_Problem to work on_
How many lines in these records hold the string "stream"? State only that number.

_Listed entries_
Segment Open
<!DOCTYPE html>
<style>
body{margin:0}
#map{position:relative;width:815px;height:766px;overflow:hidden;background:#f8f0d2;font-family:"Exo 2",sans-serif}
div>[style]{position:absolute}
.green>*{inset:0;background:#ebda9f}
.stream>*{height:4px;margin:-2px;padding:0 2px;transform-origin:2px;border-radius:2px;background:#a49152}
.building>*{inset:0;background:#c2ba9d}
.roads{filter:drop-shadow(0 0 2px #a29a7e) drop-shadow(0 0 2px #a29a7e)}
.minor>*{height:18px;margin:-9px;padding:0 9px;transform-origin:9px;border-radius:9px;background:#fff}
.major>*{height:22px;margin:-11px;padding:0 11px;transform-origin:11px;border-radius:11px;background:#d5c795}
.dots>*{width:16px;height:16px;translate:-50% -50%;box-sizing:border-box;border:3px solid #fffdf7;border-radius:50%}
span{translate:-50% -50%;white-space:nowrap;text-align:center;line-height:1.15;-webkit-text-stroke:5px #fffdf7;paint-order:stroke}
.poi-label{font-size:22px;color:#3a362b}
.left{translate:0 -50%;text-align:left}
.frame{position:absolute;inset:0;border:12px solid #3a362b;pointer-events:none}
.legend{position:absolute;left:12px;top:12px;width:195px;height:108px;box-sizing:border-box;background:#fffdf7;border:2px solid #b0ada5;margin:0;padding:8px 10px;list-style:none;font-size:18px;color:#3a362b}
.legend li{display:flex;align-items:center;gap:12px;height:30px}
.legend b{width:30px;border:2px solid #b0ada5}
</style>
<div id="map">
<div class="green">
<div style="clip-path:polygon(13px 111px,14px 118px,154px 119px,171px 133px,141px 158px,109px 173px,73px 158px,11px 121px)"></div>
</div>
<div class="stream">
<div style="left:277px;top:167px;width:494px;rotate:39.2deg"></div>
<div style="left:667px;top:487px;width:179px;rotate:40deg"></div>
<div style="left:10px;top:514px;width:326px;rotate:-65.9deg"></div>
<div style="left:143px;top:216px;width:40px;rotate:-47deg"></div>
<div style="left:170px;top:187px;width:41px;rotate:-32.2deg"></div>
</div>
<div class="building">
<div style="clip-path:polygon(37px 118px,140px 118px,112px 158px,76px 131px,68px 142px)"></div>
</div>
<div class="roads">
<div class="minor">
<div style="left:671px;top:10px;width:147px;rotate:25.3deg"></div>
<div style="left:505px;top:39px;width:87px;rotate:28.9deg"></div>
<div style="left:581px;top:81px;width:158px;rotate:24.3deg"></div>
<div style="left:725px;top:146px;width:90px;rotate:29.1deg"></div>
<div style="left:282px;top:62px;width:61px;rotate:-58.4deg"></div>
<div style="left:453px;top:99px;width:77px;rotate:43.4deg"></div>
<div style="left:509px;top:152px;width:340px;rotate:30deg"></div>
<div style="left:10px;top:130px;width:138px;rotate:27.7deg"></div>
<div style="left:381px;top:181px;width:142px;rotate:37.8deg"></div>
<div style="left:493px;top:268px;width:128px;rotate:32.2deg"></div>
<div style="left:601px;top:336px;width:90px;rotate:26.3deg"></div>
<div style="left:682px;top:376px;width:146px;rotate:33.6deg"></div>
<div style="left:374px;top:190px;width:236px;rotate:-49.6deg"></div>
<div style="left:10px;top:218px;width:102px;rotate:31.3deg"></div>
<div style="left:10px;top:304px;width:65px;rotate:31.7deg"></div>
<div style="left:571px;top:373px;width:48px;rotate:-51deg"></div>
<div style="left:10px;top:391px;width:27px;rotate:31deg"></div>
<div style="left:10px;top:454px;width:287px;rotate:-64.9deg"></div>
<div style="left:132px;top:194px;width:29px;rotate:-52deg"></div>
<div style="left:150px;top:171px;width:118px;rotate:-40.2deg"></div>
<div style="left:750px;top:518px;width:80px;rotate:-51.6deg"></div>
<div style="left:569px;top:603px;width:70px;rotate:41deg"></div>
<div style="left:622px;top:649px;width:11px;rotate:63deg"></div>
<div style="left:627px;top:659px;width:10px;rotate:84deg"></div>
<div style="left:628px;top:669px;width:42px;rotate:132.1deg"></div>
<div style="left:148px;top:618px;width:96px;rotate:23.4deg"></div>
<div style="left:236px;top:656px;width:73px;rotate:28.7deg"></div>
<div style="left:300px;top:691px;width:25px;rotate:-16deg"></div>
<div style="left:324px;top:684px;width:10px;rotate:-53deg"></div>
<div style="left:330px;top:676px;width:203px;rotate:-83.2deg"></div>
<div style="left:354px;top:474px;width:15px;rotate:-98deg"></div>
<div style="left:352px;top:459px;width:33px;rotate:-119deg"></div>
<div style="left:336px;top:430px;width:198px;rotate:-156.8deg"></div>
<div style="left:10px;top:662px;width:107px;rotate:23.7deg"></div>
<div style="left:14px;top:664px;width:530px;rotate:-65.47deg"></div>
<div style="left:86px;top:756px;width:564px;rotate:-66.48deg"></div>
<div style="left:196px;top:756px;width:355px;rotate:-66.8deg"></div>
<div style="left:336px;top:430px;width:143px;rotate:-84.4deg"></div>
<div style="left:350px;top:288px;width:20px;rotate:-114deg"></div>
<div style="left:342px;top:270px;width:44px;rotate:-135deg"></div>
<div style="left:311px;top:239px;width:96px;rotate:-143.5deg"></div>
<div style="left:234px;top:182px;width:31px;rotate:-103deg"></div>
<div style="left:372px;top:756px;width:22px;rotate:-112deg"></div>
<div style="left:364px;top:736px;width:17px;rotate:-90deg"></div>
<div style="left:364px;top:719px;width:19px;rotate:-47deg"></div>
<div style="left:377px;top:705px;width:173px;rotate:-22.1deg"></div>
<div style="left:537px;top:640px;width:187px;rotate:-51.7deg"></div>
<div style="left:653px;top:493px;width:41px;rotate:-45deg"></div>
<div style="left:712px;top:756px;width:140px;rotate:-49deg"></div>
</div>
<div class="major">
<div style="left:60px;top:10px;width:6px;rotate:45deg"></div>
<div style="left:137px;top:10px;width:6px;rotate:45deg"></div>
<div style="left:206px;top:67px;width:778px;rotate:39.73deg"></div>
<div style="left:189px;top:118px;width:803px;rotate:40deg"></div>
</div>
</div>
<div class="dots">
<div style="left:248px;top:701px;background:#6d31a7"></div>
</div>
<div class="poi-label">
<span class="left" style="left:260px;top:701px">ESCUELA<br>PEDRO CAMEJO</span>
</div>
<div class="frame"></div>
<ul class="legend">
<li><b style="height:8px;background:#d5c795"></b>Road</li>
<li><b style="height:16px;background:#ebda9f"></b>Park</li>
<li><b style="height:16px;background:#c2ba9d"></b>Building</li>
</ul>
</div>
Segment Closed
_Answer space_
2